(Aim of the exercise)
Below are the entries. Transcribe exactly the lines from the one with "position:absolute; display:grid; place-items:center;" through the one with "flex:1; height:69px; border-radius:24px;", ends included, and leave out all others.
BEGIN Data under study
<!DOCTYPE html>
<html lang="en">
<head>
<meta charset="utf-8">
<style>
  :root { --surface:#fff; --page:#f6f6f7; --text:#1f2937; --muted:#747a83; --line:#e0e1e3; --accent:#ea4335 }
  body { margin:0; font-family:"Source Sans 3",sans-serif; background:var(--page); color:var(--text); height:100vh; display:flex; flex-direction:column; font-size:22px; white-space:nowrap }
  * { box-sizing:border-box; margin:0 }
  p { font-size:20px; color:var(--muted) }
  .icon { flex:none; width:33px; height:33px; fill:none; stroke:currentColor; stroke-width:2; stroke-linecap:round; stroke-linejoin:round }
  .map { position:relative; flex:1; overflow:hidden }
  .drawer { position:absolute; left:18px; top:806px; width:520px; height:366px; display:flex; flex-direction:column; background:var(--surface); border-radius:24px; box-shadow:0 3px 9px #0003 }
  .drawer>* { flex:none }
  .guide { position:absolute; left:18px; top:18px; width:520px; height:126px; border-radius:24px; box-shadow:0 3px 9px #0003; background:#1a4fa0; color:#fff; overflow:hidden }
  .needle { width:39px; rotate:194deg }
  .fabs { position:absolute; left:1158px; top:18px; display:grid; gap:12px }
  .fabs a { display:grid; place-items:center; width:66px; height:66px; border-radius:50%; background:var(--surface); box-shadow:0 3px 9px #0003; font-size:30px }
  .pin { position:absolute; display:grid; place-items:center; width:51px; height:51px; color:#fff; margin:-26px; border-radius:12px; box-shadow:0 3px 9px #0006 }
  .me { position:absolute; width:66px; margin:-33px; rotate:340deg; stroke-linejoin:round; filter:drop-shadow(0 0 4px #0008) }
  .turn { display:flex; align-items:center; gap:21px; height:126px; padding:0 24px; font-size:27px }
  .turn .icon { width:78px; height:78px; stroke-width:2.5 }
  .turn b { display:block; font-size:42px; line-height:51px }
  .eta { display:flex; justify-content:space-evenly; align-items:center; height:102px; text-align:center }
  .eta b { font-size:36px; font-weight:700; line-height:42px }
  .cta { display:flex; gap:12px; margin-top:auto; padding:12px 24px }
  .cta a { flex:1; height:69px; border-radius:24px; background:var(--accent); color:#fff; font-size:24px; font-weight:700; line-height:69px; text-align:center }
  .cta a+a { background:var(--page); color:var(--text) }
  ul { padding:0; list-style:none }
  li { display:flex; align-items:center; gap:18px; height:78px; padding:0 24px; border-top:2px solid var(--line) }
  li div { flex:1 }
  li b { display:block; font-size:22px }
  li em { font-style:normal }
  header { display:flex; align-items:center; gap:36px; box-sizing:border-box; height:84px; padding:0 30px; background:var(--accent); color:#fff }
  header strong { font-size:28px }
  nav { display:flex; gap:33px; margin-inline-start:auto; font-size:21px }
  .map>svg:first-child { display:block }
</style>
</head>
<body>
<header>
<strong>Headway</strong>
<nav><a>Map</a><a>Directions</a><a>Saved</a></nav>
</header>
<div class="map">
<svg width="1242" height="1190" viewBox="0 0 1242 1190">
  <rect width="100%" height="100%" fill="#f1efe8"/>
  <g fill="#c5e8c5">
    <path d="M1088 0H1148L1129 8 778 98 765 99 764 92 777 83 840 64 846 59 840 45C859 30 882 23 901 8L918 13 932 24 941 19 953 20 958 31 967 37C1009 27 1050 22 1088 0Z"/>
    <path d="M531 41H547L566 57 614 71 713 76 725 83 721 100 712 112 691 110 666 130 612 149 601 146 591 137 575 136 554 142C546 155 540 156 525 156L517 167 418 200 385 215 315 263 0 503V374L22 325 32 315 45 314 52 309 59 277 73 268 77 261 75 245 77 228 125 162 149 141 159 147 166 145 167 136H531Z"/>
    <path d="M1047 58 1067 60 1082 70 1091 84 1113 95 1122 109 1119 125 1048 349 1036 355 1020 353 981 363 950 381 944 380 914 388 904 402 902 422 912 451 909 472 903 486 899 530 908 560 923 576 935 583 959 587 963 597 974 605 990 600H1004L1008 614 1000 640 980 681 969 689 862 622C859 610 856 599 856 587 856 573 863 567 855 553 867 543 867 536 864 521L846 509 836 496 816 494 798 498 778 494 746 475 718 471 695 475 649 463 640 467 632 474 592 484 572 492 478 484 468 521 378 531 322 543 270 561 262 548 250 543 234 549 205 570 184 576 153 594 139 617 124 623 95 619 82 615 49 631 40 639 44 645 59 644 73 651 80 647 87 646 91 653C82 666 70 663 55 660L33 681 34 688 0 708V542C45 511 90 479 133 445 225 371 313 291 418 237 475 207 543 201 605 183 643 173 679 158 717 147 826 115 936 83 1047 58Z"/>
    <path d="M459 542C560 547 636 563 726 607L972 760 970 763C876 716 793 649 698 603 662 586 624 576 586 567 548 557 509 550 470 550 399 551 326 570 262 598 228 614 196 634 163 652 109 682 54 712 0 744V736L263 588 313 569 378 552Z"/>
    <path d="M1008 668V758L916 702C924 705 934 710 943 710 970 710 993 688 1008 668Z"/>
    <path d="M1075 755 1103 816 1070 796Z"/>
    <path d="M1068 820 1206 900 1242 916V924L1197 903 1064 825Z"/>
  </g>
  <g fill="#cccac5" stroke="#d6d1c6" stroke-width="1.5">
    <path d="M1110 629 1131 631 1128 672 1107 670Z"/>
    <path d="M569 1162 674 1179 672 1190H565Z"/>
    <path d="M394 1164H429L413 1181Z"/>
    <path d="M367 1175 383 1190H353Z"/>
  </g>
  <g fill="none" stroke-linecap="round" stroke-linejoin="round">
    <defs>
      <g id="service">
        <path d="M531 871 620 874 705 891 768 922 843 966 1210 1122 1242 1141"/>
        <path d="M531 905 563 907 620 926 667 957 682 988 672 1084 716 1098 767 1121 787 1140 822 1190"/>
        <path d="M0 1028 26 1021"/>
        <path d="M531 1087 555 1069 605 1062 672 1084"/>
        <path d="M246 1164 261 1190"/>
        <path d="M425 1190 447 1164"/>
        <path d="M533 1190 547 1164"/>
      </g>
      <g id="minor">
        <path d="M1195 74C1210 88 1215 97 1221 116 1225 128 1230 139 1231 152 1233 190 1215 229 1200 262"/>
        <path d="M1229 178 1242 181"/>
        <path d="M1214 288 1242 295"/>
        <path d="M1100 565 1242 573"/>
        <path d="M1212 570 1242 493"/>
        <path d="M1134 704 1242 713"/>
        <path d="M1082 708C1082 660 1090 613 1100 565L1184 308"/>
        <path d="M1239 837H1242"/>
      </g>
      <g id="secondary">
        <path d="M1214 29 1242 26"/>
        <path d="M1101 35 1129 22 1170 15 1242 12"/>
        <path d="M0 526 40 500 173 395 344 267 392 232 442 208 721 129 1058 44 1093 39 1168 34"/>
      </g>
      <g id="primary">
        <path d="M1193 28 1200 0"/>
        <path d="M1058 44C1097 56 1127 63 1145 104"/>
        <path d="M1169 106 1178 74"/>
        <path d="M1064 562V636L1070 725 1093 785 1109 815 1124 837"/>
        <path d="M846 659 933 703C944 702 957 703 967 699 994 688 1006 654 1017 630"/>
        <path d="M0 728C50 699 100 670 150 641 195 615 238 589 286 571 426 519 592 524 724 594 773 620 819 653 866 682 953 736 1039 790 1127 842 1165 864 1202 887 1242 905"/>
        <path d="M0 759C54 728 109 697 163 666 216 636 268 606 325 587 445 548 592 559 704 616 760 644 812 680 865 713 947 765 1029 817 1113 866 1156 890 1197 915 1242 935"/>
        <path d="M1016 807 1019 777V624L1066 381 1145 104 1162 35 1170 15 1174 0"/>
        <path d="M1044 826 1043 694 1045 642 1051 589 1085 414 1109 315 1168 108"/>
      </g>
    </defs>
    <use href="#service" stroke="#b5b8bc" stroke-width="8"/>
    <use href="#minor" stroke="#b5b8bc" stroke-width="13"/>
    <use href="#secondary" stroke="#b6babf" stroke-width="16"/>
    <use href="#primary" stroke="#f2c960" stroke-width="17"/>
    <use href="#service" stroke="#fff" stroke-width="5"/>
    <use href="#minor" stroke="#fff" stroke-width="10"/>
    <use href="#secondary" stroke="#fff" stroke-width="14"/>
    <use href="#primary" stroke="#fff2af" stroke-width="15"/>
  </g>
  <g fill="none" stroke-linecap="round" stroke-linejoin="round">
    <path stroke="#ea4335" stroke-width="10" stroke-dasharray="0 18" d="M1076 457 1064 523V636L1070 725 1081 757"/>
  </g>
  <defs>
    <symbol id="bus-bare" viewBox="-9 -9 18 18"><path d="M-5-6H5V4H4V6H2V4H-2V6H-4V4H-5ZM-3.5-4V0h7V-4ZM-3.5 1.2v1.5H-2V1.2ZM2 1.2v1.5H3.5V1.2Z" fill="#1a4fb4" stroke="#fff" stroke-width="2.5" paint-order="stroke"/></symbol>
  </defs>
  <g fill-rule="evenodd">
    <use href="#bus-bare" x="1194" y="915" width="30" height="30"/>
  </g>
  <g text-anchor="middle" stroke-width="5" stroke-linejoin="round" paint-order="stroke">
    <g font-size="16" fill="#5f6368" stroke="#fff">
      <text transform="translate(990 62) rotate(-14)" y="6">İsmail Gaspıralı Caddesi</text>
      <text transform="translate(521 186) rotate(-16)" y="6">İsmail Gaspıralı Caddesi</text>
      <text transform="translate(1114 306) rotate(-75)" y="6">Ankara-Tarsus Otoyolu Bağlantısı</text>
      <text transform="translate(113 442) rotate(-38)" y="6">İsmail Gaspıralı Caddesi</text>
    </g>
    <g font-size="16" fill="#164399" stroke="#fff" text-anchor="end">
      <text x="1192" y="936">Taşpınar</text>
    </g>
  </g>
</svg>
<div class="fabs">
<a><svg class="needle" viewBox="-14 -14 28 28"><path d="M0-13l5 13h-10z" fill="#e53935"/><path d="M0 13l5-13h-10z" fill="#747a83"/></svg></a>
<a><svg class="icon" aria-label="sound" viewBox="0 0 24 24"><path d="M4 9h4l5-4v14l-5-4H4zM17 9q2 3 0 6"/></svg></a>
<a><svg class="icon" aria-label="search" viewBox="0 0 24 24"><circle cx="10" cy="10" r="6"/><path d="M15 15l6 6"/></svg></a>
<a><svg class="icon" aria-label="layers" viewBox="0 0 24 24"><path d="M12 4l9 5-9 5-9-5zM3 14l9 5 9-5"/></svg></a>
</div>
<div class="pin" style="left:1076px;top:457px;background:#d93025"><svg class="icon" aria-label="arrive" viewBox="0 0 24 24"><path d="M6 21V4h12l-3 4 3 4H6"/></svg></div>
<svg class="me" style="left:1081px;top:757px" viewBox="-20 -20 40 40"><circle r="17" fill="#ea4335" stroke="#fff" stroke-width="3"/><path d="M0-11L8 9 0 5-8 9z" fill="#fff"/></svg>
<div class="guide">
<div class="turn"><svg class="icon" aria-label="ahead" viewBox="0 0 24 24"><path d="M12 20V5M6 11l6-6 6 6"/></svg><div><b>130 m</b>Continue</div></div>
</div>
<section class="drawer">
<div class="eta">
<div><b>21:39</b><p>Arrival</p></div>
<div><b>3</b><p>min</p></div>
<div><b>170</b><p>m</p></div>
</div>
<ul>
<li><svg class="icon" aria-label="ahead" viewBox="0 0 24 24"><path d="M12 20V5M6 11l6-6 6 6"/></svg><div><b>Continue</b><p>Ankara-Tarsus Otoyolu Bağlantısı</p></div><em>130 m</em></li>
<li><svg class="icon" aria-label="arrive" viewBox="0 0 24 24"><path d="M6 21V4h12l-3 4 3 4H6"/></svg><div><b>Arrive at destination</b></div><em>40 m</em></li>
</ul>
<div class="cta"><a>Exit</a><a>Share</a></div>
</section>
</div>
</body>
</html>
END Data under study
BEGIN Data under study
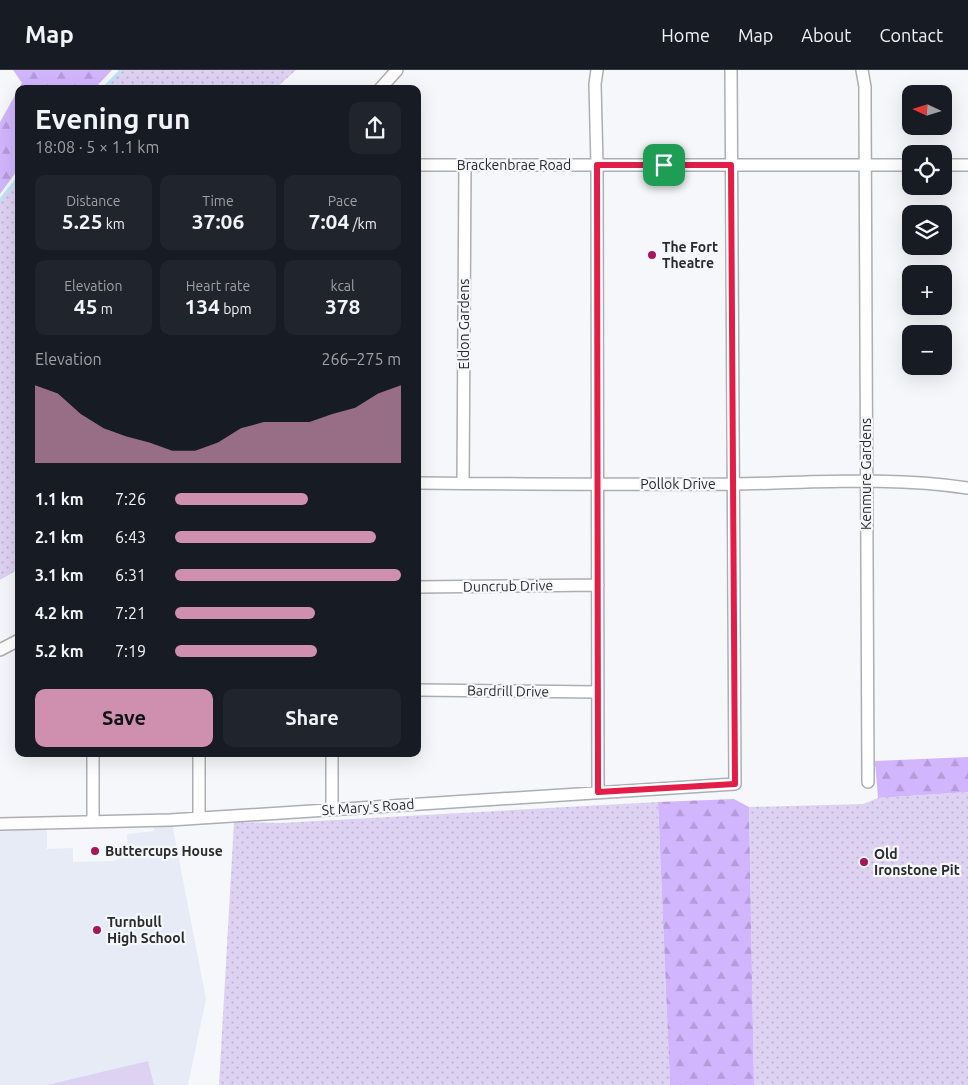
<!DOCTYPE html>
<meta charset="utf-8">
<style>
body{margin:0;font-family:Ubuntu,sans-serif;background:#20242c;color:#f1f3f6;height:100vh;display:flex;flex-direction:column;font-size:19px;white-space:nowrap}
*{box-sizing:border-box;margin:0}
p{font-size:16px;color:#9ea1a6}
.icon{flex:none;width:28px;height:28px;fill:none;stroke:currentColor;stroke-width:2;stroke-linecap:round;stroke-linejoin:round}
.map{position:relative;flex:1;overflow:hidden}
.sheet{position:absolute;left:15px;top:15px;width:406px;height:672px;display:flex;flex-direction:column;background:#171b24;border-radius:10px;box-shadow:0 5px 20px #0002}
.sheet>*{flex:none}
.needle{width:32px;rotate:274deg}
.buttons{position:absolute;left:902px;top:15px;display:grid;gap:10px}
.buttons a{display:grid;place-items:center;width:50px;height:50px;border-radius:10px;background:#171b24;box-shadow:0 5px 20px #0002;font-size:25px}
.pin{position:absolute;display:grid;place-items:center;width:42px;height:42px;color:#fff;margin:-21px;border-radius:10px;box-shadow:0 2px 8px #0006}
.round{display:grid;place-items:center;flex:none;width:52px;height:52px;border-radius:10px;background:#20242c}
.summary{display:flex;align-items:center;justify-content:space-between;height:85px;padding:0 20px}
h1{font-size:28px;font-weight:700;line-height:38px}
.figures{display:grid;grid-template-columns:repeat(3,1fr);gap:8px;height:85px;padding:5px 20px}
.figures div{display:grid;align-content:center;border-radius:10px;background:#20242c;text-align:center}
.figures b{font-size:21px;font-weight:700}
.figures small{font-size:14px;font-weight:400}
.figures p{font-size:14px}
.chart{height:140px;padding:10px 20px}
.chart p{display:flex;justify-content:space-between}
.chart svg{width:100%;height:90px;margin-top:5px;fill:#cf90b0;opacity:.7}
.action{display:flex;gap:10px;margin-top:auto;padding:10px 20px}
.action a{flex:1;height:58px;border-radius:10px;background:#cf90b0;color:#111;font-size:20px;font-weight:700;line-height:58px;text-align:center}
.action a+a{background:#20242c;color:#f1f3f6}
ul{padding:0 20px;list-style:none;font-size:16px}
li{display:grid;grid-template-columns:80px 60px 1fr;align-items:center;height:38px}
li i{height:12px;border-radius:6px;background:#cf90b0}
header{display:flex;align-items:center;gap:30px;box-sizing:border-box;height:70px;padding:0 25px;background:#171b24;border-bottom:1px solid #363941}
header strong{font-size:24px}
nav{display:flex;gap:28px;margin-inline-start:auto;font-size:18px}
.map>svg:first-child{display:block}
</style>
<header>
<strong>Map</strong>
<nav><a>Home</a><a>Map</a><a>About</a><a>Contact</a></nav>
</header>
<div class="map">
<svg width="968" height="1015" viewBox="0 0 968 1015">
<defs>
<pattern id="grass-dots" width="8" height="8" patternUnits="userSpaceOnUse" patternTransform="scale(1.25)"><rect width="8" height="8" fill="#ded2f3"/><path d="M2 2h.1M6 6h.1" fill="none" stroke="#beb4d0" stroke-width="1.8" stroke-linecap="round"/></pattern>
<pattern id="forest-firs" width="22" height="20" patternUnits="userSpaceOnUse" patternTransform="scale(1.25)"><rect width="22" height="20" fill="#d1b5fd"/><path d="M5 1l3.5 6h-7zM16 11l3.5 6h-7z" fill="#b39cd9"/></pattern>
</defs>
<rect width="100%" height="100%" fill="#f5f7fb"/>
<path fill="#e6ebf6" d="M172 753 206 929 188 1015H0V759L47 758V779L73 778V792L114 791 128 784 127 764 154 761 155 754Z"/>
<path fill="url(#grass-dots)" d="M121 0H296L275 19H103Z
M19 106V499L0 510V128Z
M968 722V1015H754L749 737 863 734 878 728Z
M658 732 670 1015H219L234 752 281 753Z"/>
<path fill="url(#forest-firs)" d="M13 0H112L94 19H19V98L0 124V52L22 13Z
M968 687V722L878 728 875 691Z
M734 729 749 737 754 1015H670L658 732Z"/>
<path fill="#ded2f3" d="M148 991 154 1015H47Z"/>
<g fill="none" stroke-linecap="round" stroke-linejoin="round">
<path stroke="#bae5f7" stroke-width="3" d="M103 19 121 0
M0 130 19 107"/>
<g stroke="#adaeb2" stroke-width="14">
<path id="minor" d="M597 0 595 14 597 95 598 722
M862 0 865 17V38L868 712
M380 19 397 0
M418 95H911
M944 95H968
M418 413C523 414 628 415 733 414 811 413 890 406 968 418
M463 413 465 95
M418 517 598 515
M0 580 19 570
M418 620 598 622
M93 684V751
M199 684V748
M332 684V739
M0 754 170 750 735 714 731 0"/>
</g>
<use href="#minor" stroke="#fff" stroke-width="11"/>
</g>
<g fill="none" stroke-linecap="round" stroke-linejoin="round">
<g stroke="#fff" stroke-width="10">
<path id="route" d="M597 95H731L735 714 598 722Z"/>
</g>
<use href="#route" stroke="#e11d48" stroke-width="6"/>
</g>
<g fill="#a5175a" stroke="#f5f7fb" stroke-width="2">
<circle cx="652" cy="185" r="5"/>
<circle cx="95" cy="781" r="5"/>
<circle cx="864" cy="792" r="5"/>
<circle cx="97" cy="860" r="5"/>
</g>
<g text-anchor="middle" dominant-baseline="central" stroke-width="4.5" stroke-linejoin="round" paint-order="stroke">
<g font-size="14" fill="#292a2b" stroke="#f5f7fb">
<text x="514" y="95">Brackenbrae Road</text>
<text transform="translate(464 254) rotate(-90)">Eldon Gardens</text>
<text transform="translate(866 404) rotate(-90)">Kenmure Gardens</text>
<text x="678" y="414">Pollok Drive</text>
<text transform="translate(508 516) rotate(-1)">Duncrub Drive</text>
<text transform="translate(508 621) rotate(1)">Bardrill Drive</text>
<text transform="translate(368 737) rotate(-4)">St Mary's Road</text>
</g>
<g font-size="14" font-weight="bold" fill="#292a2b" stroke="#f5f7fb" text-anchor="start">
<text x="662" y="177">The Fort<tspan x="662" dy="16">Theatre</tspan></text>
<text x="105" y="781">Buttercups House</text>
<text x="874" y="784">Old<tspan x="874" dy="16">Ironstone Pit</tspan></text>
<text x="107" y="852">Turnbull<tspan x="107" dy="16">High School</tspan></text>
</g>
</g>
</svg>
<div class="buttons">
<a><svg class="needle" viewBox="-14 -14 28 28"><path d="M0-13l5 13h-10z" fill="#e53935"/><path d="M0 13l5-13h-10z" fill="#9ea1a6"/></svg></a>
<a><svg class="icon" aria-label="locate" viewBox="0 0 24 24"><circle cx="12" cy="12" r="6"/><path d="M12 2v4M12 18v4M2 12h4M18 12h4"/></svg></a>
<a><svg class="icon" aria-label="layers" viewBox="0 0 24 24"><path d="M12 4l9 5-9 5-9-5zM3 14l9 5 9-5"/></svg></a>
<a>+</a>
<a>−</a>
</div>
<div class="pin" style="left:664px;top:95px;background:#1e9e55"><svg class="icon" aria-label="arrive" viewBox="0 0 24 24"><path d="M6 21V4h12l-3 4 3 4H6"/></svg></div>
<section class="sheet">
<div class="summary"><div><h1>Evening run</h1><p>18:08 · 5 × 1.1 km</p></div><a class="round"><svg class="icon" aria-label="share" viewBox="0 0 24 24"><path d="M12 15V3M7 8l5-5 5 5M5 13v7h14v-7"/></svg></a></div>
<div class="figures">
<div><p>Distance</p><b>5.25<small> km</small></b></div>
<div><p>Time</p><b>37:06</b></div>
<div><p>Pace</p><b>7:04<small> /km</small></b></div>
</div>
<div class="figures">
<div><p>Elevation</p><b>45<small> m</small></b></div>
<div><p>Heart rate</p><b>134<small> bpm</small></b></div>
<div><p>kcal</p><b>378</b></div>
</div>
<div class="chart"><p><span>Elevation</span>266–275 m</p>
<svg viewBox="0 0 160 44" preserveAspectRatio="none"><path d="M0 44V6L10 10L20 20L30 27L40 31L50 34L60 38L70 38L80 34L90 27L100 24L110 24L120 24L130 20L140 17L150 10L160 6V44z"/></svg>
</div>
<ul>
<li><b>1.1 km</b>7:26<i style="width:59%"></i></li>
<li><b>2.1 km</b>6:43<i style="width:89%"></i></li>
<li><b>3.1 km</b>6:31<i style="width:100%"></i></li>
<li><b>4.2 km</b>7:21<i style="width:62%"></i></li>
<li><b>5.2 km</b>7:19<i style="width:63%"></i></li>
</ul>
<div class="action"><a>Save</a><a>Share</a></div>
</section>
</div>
END Data under study
(Written reply)
  .pin { position:absolute; display:grid; place-items:center; width:51px; height:51px; color:#fff; margin:-26px; border-radius:12px; box-shadow:0 3px 9px #0006 }
  .me { position:absolute; width:66px; margin:-33px; rotate:340deg; stroke-linejoin:round; filter:drop-shadow(0 0 4px #0008) }
  .turn { display:flex; align-items:center; gap:21px; height:126px; padding:0 24px; font-size:27px }
  .turn .icon { width:78px; height:78px; stroke-width:2.5 }
  .turn b { display:block; font-size:42px; line-height:51px }
  .eta { display:flex; justify-content:space-evenly; align-items:center; height:102px; text-align:center }
  .eta b { font-size:36px; font-weight:700; line-height:42px }
  .cta { display:flex; gap:12px; margin-top:auto; padding:12px 24px }
  .cta a { flex:1; height:69px; border-radius:24px; background:var(--accent); color:#fff; font-size:24px; font-weight:700; line-height:69px; text-align:center }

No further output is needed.